Recently, SAA parted ways with its chief executive Monwabisi Kalawe after reaching an out-of-court settlement to stop a disciplinary hearing against him. Kalawe was also given a beautiful handshake that included six months’ salary and pay for leave owed to him.

And just this month, former Sars deputy commissioner Ivan Pillay and strategic planning risk group executive Peter Richer resigned with handsome packages after the revenue collector instituted an inquiry into an alleged operation of a rogue spy unit within Sars and were to face a disciplinary hearing and possibly criminal charges.

With their resignation, all charges have been dropped. No wonder South Africa is now called a handshake republic.

Perhaps we need to take a step back to understand where it all started. When the ANC government came into power in 1994, it employed a concept called cadre deployment to make sure that it put the best among its own to drive its reformist and redistributive agenda.

It made absolute sense because only a naïve administration would even think of entrusting its programmes to its former enemy.

But, as they say in the military, the enemy has now been neutralised and white people have come to general acceptance that there is life under a black government.

So while the cadre deployment policy had its successes, it also brought with it a wave of unforeseen difficulties as the politically connected joined with the monied elite to think that the country owes them something.

The only person who must be cursing himself right now is former police spokesman Vincent Mdunge, who has to spend five years in jail for forging his matric certificate while SABC’s Hlaudi Motsweneng, without a matric, hikes his own salary from R334 167 in 2010 to R2.8m in 2014, making him more bankable than President Jacob Zuma.

Dollars on the exit sign

I harbour very little doubt in my mind that when he is eventually forced out of his position, Motsweneng would also get an enormous – “don’t let the door hit you on your way out” – package.

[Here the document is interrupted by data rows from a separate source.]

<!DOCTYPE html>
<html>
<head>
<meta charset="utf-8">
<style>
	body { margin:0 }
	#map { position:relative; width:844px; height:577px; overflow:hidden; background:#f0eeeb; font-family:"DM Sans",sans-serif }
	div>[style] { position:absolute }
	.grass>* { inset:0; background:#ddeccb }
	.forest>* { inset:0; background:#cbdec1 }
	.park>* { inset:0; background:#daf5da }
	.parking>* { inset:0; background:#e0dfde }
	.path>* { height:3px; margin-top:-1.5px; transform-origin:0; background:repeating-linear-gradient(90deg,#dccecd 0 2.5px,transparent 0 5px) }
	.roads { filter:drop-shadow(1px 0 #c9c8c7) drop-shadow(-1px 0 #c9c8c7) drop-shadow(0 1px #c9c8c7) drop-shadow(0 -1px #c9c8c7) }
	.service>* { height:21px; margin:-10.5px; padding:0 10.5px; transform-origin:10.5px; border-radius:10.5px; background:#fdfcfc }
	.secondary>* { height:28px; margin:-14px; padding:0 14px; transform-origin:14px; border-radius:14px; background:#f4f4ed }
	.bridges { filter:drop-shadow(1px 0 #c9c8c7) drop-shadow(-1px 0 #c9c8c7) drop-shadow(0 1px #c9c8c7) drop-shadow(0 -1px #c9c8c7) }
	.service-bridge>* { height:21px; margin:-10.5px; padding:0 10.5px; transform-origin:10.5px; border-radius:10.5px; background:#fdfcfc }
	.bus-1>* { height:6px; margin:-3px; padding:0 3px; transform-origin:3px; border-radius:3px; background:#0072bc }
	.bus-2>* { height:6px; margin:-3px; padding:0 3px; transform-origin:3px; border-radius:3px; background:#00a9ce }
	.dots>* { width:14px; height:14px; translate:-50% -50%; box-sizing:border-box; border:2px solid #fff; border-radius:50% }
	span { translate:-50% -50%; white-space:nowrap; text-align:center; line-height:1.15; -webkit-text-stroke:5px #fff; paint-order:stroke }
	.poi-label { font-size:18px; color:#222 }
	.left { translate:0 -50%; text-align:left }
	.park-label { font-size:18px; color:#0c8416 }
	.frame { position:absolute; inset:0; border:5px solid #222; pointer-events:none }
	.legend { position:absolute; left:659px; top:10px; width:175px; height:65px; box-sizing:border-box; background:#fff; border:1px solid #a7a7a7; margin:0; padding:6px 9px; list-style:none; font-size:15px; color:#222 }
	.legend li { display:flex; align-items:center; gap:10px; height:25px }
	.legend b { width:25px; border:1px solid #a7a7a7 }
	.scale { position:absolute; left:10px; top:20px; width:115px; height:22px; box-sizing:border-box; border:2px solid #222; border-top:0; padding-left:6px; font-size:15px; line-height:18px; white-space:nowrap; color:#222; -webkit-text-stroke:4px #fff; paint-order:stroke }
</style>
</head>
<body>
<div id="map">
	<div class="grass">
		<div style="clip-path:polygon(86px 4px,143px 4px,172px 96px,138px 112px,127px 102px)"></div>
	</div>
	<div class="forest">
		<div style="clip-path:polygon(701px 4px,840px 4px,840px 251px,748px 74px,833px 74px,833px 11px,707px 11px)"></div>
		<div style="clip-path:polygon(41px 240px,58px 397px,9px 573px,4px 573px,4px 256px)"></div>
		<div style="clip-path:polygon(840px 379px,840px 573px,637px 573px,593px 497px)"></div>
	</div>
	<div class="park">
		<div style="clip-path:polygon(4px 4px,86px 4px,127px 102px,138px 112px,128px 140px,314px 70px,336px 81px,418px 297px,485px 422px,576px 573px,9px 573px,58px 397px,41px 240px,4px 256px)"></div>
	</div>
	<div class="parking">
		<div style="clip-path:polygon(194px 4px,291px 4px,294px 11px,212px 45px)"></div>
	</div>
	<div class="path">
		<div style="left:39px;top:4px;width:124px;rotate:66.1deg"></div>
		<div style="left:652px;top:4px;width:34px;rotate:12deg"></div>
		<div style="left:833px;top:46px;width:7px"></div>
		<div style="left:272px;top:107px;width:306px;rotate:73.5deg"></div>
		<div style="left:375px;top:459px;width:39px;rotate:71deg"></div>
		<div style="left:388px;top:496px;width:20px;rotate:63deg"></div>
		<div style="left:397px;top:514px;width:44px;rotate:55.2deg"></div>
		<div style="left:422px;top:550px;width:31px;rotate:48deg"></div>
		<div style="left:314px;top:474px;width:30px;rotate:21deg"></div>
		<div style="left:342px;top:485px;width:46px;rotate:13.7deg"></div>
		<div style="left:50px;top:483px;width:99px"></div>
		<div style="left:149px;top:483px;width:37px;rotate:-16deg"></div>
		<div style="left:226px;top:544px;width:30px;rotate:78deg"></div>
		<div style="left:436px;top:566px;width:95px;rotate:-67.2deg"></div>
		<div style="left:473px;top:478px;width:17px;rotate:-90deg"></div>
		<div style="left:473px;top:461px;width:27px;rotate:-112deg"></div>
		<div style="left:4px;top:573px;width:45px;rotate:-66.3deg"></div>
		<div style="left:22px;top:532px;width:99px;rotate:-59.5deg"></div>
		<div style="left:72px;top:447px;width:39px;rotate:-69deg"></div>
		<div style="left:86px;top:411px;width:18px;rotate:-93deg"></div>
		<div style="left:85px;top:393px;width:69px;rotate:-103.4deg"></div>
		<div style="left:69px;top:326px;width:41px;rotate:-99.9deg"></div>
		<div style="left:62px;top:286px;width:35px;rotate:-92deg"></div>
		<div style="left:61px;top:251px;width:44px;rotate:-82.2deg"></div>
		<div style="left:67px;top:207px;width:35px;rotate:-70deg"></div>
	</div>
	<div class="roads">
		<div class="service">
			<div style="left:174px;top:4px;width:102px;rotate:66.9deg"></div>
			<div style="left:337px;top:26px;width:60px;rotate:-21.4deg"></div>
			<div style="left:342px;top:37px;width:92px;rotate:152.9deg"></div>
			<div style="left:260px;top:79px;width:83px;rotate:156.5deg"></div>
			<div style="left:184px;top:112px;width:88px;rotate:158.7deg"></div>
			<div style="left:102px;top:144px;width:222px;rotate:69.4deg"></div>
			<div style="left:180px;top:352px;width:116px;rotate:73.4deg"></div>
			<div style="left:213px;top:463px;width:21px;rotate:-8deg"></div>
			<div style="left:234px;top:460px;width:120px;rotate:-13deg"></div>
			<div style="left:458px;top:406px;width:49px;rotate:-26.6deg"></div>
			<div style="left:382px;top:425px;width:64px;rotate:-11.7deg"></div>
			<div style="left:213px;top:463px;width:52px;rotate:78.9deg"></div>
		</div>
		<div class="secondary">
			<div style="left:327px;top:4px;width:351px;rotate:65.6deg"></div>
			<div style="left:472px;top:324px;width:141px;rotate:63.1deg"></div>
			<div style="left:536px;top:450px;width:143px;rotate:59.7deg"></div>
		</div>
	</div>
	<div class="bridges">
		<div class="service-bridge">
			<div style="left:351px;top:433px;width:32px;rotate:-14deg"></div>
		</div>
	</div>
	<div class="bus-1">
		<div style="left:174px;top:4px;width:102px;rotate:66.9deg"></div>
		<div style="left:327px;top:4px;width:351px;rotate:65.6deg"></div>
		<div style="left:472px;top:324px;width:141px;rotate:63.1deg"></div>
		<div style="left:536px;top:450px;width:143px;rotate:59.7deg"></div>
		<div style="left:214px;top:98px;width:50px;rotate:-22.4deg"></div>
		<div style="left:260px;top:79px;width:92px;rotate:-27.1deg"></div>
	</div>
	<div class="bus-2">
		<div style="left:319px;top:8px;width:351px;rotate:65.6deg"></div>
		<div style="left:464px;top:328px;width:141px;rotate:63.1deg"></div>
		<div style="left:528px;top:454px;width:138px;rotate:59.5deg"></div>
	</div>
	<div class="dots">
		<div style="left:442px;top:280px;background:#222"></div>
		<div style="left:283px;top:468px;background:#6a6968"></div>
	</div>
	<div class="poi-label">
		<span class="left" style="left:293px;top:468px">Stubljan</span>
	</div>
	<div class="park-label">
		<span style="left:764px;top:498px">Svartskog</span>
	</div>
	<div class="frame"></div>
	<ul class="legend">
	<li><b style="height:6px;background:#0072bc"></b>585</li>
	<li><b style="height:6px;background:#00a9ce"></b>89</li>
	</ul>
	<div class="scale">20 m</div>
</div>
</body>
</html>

But is it really too late to take stock, and too embarrassing for the government to relook some of its programmes like cadre deployment, given that the far right and the far left have become as extinct as the seven headed snake that my grandmother, okaKhozakhulu, used to tell of about many moons ago.

If suggestions from Luthuli House on boosting local government efficiency are anything to go by, chances are that there is a quiet revolution taking place behind our backs. It began when the now-defunct Scorpions suffered the most bruising assault on its image, it looked to one of its most competent officers to rebuild the institution, appointing the shy but effective Anwar Dramat to drive a new outfit called the Hawks.

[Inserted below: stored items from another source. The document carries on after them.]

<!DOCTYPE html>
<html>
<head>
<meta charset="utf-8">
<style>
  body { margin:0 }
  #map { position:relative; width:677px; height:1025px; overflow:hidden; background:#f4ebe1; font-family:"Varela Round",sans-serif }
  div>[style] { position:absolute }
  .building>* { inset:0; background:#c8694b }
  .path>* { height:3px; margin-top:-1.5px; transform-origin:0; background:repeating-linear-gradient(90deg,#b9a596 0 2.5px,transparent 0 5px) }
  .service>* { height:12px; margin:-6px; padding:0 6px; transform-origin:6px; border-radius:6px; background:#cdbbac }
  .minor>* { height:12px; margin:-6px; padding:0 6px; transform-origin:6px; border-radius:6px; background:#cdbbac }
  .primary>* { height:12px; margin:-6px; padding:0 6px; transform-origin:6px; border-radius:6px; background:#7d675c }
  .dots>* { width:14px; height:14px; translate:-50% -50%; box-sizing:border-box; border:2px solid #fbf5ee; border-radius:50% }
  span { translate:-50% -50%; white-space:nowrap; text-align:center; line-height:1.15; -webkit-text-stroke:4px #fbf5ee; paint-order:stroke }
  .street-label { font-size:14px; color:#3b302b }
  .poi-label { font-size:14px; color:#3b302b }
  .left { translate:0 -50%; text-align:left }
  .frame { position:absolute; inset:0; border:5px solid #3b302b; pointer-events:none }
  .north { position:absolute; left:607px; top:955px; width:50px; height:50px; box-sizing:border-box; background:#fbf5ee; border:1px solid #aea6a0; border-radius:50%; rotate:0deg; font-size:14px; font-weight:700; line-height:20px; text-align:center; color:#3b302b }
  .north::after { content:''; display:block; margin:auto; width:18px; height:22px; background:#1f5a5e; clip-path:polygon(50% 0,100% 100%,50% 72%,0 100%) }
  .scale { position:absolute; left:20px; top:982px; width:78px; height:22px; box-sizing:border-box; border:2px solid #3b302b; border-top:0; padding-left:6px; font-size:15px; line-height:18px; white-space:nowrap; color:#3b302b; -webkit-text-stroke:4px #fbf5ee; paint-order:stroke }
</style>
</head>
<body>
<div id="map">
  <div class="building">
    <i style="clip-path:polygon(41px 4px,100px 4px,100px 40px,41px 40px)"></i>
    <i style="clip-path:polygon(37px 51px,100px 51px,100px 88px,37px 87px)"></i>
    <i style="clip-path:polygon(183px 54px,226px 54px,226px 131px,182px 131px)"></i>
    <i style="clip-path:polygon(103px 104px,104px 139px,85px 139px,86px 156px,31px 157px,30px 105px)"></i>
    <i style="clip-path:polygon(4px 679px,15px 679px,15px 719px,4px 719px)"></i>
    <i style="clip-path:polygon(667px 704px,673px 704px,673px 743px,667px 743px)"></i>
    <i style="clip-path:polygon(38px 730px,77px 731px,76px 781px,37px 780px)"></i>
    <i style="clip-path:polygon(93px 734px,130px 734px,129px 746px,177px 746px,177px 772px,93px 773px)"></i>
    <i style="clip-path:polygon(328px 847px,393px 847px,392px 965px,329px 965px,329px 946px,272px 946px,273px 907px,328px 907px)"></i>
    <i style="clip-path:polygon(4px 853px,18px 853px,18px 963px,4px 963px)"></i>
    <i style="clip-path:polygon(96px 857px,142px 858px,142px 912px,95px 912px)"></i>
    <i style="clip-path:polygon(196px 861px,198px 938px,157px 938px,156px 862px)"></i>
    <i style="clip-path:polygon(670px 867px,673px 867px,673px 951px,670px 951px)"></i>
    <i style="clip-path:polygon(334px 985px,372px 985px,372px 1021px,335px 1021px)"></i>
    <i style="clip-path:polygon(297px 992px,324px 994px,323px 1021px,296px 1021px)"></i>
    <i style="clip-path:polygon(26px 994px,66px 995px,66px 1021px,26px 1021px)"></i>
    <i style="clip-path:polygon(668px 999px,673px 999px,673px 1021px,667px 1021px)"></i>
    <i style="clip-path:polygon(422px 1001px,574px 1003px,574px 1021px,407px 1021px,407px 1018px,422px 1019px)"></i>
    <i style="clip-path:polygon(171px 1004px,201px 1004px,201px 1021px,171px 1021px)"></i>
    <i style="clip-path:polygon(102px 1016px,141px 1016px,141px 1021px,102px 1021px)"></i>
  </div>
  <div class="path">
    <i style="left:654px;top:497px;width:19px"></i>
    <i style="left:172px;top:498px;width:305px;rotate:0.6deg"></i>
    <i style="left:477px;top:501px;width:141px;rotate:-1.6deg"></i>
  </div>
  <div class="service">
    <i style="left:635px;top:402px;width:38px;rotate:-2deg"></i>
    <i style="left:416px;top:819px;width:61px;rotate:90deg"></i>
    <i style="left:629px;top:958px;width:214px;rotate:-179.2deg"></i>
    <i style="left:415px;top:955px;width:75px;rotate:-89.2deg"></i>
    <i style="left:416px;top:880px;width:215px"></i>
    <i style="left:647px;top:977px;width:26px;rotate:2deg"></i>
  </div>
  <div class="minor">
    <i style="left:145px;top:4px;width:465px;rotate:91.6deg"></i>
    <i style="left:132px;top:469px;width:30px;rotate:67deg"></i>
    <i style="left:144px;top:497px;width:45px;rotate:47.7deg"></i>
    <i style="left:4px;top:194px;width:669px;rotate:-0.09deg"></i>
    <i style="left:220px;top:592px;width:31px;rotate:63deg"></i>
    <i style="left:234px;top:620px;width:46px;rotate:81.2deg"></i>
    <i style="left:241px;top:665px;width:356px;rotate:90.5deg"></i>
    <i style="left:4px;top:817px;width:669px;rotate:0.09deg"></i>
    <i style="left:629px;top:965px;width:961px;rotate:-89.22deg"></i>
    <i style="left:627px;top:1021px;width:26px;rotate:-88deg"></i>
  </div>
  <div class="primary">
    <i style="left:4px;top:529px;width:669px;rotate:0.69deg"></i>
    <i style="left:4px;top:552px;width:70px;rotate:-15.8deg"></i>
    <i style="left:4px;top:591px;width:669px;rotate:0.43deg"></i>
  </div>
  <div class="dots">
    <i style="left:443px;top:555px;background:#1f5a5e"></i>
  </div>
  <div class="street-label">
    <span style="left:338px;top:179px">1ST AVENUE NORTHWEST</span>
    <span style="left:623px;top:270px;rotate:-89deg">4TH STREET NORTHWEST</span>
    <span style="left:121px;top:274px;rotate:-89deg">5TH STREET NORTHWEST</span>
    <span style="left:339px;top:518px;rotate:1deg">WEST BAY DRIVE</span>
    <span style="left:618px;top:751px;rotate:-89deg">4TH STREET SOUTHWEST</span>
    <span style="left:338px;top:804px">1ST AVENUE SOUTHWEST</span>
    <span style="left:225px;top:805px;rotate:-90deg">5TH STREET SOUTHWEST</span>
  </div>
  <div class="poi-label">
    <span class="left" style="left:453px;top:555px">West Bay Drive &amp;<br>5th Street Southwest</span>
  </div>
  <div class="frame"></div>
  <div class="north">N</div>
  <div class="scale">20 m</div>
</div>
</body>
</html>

And in his laid-back manner, Dramat quietly worked his way to restore the credibility of the elite crime busting unit and made some important arrests to clean up our country of the dodgy types.

Sadly, when he started asking too many and uncomfortable questions the door was slapped on his face, along with an alleged award of a R13m exit package.

I am sure that there are many black and white people who can take the governance of our country to a higher level.

And beyond the Manuels of our time, there are many other patriotic South Africans like businesswomen Anna Mokgokong and Dolly Makgatle, former FirstRand chief executive Sizwe Nxasana and Bobby Godsell, who can be called upon to lend their expertise in some of the troubled parastatals.

While the corporate sector places emphasis on the chief executives’ accountability to shareholders, leaders of state-owned institutions should also pledge a degree of answerability to the public.

For if this is not done, many peace-loving South Africans will see this endless merry-go-round of golden handshakes as a reason why they too should be entitled to free electricity, free education, free water and free housing.

Government should lead by example, so that when it asks Soweto residents to pay Eskom the R4bn debt they owe, they cannot accuse it of asking the poor to pay while making the inefficient civil servants richer by the day.

Sechaba ka’Nkosi is the Business Report assistant news editor and senior reporter.